Exercise objective -
Tally the lines of the material that carry the word "Describe". Give no more than the number.

---- Extracted records

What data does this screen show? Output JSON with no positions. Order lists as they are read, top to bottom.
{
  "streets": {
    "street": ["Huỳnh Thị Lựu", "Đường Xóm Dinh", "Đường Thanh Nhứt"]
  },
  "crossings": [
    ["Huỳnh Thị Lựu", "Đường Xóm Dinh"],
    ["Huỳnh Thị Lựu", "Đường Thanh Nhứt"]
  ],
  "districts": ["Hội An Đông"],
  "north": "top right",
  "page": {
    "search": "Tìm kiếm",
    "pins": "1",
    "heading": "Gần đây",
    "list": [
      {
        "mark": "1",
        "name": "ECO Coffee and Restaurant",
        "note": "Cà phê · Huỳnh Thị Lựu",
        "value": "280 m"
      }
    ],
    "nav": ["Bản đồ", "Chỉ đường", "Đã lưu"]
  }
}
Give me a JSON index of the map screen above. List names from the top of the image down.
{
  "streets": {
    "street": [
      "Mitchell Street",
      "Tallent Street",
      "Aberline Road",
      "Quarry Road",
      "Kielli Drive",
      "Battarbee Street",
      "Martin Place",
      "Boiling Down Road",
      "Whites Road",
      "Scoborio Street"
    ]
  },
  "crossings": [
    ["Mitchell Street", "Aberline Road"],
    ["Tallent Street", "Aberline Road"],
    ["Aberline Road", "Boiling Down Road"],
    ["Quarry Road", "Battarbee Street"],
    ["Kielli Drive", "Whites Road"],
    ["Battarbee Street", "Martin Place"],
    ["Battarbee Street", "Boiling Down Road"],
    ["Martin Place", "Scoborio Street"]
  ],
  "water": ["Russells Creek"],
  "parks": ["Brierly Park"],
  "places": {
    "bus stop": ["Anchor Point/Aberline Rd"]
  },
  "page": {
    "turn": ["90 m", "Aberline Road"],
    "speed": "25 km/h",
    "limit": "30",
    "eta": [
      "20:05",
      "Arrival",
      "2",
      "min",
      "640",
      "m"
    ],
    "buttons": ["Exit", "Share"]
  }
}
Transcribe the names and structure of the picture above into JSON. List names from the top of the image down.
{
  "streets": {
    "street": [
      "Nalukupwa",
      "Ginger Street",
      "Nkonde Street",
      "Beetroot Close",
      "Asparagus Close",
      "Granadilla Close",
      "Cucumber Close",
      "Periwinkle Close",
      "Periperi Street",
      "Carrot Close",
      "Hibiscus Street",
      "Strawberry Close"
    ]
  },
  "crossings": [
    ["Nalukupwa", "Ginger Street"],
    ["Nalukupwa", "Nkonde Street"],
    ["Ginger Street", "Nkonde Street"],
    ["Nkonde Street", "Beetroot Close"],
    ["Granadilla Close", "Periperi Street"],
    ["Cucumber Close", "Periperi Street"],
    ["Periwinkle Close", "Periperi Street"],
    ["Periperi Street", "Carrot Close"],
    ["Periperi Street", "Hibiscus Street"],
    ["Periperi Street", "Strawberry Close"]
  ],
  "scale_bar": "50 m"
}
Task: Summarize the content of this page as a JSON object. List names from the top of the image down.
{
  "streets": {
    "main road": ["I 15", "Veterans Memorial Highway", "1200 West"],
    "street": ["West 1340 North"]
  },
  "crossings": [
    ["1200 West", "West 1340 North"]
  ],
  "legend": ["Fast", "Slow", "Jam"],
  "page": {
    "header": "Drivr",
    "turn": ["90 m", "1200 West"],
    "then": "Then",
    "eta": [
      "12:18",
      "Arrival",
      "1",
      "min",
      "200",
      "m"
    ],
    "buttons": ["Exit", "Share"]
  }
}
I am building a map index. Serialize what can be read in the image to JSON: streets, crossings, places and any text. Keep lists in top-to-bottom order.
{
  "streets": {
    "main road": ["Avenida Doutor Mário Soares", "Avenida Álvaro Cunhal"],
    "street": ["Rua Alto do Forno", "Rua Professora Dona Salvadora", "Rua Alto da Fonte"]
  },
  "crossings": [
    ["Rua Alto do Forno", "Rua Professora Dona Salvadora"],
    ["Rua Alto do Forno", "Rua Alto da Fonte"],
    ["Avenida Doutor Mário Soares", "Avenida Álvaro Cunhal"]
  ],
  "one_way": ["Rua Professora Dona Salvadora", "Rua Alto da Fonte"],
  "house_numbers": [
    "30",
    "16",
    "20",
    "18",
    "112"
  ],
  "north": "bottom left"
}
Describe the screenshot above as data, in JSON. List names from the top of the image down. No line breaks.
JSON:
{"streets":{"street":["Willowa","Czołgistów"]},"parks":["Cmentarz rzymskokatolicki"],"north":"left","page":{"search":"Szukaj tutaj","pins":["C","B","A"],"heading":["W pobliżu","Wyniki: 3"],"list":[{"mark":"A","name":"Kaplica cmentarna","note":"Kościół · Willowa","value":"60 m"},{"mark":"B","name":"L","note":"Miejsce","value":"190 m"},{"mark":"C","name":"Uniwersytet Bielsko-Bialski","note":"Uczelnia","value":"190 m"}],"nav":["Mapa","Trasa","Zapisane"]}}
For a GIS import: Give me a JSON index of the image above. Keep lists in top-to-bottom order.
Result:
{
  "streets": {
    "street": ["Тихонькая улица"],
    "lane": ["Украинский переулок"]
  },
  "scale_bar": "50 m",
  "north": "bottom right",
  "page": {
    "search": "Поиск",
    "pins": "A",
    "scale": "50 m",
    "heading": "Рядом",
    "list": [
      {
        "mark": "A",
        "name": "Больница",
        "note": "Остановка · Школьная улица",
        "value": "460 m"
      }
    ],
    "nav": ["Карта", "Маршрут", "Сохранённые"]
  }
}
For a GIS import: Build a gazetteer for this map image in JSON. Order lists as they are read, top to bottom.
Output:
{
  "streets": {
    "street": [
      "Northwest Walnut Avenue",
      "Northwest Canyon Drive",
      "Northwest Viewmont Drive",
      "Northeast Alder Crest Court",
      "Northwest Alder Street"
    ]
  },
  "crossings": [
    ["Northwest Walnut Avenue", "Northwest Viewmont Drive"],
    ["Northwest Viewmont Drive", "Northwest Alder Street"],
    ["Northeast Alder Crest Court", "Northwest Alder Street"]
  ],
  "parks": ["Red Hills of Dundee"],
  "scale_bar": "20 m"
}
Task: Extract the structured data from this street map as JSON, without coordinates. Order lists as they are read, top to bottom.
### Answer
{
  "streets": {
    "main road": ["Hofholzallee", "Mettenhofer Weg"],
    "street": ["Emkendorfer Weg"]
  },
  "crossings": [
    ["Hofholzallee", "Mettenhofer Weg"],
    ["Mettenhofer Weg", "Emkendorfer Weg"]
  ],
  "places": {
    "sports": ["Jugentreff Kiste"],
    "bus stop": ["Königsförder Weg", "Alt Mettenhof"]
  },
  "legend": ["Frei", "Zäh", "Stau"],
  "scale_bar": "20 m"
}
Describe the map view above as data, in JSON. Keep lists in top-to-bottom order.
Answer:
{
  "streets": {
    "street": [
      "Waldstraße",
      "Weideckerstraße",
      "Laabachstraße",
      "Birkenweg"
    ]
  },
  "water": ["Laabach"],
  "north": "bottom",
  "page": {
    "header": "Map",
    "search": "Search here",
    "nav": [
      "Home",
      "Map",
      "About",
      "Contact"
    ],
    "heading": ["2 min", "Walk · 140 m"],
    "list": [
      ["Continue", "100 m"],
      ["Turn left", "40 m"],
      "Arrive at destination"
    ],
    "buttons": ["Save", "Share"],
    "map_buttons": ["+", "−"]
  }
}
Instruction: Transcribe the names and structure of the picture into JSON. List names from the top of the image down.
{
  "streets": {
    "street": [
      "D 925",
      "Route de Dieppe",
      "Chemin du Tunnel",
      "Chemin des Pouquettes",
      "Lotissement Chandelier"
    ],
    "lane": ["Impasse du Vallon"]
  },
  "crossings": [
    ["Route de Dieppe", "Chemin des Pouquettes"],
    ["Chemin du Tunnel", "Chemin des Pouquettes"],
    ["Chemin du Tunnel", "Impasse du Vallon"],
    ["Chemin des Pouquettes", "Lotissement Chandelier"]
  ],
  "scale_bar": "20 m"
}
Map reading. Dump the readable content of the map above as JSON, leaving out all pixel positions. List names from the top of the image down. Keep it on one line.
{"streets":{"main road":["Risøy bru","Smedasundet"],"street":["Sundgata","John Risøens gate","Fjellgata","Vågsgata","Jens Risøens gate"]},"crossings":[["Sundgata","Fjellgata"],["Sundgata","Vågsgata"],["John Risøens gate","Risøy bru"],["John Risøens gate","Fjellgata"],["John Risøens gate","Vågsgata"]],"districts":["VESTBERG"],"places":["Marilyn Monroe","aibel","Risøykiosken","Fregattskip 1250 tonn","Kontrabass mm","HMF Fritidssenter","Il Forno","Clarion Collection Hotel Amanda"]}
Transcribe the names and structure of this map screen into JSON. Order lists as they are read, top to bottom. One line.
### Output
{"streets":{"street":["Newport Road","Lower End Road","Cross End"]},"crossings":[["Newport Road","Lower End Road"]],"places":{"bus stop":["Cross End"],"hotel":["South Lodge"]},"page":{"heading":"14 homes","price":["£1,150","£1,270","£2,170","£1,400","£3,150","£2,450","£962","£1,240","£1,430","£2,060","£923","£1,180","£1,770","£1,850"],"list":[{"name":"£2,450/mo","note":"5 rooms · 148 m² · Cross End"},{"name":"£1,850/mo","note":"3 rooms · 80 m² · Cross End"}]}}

--------

Problem solution -
2